- [TASK DETAILS] For the entries below, report every line that includes the word "canvas".

Records from a data collection:
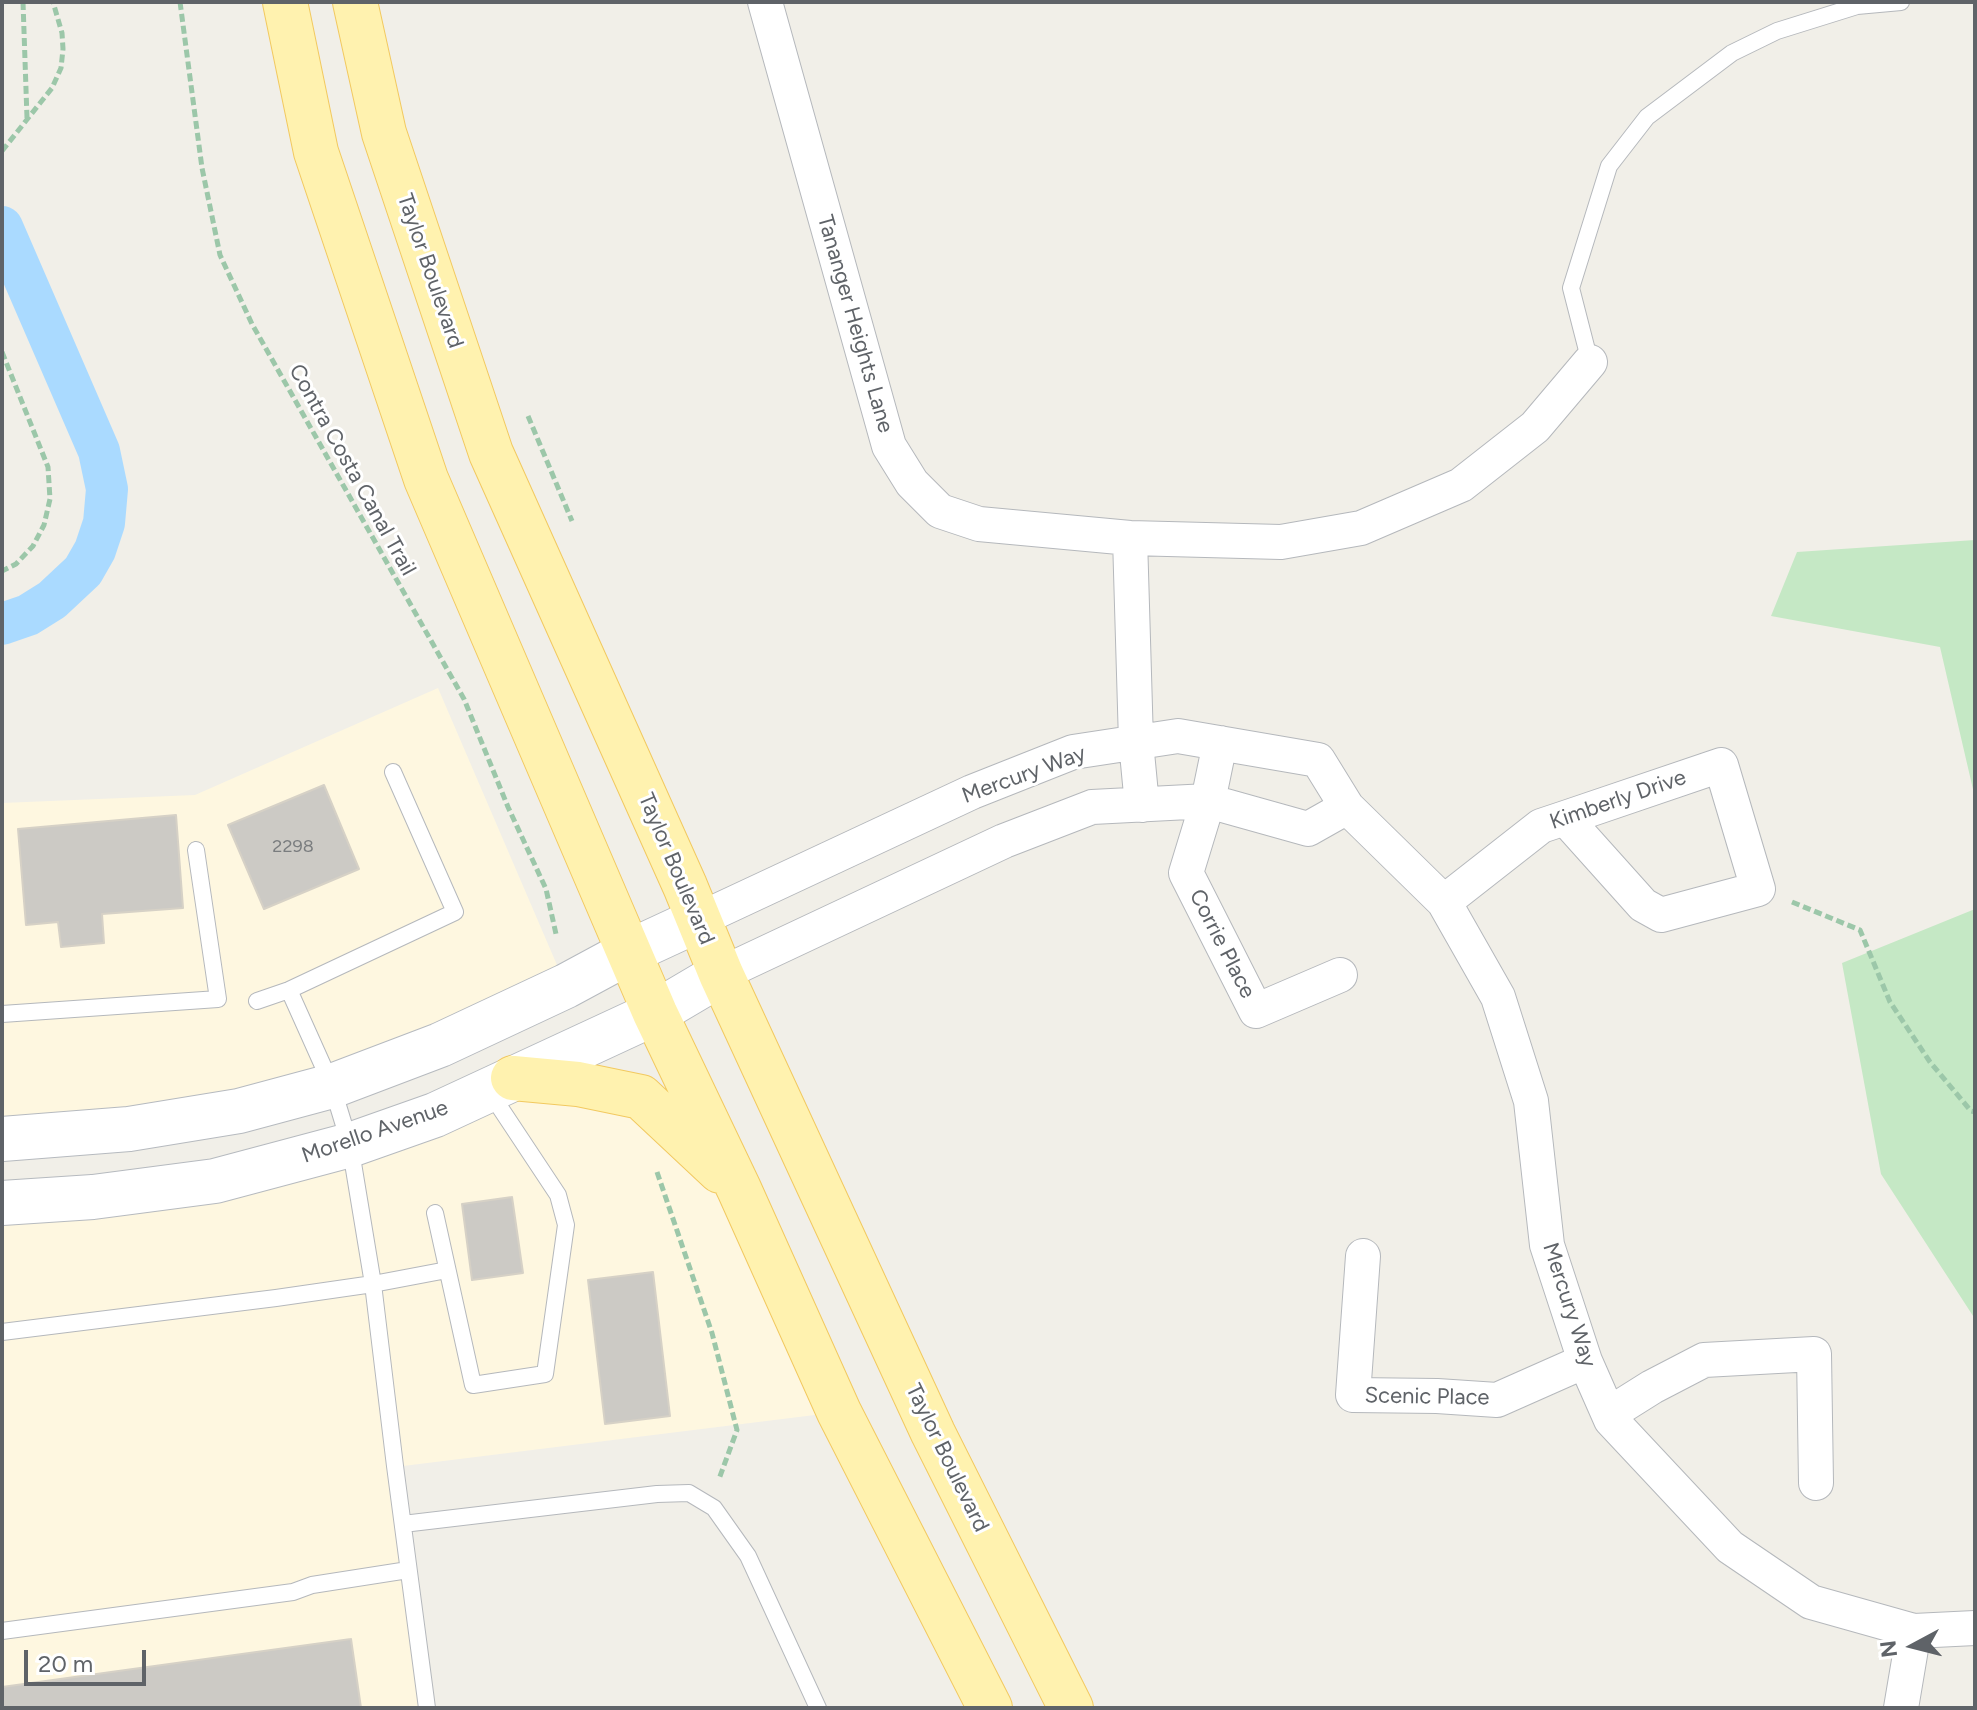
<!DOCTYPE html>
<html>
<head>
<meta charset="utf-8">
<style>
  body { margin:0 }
  #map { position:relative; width:1977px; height:1710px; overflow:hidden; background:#f1efe8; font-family:Figtree,sans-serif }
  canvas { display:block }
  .frame { position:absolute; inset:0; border:4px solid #5f6368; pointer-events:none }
  .north { position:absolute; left:1873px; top:1606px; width:80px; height:80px; -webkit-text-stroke:6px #fff; paint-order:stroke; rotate:263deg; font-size:22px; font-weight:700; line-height:32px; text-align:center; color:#5f6368 }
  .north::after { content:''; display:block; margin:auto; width:28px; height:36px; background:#5f6368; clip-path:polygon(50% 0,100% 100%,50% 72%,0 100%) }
  .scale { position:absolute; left:24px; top:1650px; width:122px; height:36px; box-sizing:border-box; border:4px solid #5f6368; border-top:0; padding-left:10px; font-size:24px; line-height:28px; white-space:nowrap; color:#5f6368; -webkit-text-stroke:6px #fff; paint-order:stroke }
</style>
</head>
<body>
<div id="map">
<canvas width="1977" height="1710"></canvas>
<div class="frame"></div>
<div class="north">N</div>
<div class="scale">20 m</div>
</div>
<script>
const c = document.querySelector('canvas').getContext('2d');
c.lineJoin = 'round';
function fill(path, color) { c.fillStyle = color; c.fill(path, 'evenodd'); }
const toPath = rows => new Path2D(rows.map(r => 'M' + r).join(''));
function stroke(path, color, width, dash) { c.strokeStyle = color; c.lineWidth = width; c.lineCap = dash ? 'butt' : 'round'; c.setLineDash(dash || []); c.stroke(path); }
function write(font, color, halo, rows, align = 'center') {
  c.font = font + ' Figtree,sans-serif'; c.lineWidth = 6; c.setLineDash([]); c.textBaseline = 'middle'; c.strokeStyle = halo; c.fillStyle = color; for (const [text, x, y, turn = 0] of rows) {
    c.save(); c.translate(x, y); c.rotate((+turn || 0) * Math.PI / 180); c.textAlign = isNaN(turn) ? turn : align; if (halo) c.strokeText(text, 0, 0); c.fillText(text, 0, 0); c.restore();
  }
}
fill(toPath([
  [438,688,566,986,332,1086,2,1139,2,803,195,795],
  [513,1078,641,1097,739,1189,839,1412,395,1467,427,1708,2,1708,2,1203,93,1197]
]), '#fef7e0');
fill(toPath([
  [1975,540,1975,798,1940,647,1771,616,1797,552],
  [1975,909,1975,1319,1881,1174,1842,963]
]), '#c5e8c5');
stroke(toPath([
  [2,227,99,451,107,489,104,523,95,550,83,571,52,600,28,615,2,624]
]), '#aadaff', 42);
const building = toPath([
  [324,785,359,869,264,909,228,825,324,785],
  [176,815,183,908,102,914,104,943,61,947,58,922,26,925,18,829,176,815],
  [512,1197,523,1273,472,1280,462,1204,512,1197],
  [653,1272,670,1416,605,1424,588,1280,653,1272],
  [351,1639,361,1708,2,1708,2,1687,351,1639]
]);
fill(building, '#cccac5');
stroke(building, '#d6d1c6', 2);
const lane = toPath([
  [1590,362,1571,288,1609,166,1647,117,1732,53,1777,31,1857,6,1901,2],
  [289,990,332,1086,350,1145,373,1284,395,1466,427,1708],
  [257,1001,289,990,455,912,393,772],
  [2,1014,218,999,196,850],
  [435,1213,473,1385,545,1374,566,1225,558,1195,489,1091],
  [2,1332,276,1298,373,1284,447,1270],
  [403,1524,657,1494,689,1493,714,1508,748,1556,818,1708],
  [2,1631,293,1592,312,1585,408,1570]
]);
const street = toPath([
  [765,2,889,446,912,483,940,511,979,524,1130,538,1281,542,1361,528,1461,485,1535,427,1590,362],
  [1130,538,1136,742,1142,805],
  [1220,743,1208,801,1186,873,1256,1011,1340,975],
  [1444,902,1541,826,1565,818,1721,765,1758,889,1661,915,1643,905,1565,818],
  [698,920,972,792,1073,752,1178,736,1318,760,1347,807,1444,902,1498,997,1531,1101,1547,1245,1585,1361,1611,1420,1730,1547,1811,1602,1914,1631,1975,1628],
  [721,974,1004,841,1092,807,1208,801,1308,829,1347,807],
  [1363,1256,1353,1395,1437,1396,1497,1400,1585,1361],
  [1609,1414,1652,1387,1704,1360,1814,1354,1816,1483],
  [1901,1708,1914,1631]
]);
const secondary = toPath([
  [2,1139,129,1129,239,1111,332,1086,440,1045,566,986,629,952,698,920],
  [2,1203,93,1197,215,1181,350,1145,435,1115,655,1013,721,974]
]);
const primary = toPath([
  [285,2,316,152,426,479,655,1013,739,1189,839,1412,990,1708],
  [355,2,384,133,491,453,685,886,721,974,933,1433,1071,1708],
  [513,1078,578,1084,641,1097,720,1171]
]);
stroke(lane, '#b5b8bc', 18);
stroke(street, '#b5b8bc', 36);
stroke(secondary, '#b6babf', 46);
stroke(primary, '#f2c960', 46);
stroke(toPath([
  [23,2,27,118],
  [180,2,202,168,220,255,252,324,464,699,508,807,546,889,556,934],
  [2,151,52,88,61,68,63,49,62,33,53,2],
  [2,352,48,467,50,499,44,525,33,546,16,564,2,571],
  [528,416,572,521],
  [1792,902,1860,930,1890,1002,1930,1062,1971,1111,1975,1112],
  [657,1172,712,1333,737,1430,719,1479]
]), '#9cc7a9', 5, [8, 4]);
stroke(lane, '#fff', 16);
stroke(street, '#fff', 34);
stroke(secondary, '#fff', 44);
stroke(primary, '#fff2af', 44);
write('18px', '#7a7d7f', null, [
  ["2298",293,847]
]);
write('22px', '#5f6368', '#fff', [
  ["Taylor Boulevard",430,271,71],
  ["Tananger Heights Lane",855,324,74],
  ["Contra Costa Canal Trail",352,470,61],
  ["Mercury Way",1024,775,-20],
  ["Kimberly Drive",1618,800,-19],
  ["Taylor Boulevard",676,869,67],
  ["Corrie Place",1222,944,63],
  ["Morello Avenue",375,1132,-19],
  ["Mercury Way",1569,1305,72],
  ["Scenic Place",1427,1397,1],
  ["Taylor Boulevard",947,1458,64]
]);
</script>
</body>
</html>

- [WRITTEN ANSWER]
  canvas { display:block }
<canvas width="1977" height="1710"></canvas>
const c = document.querySelector('canvas').getContext('2d');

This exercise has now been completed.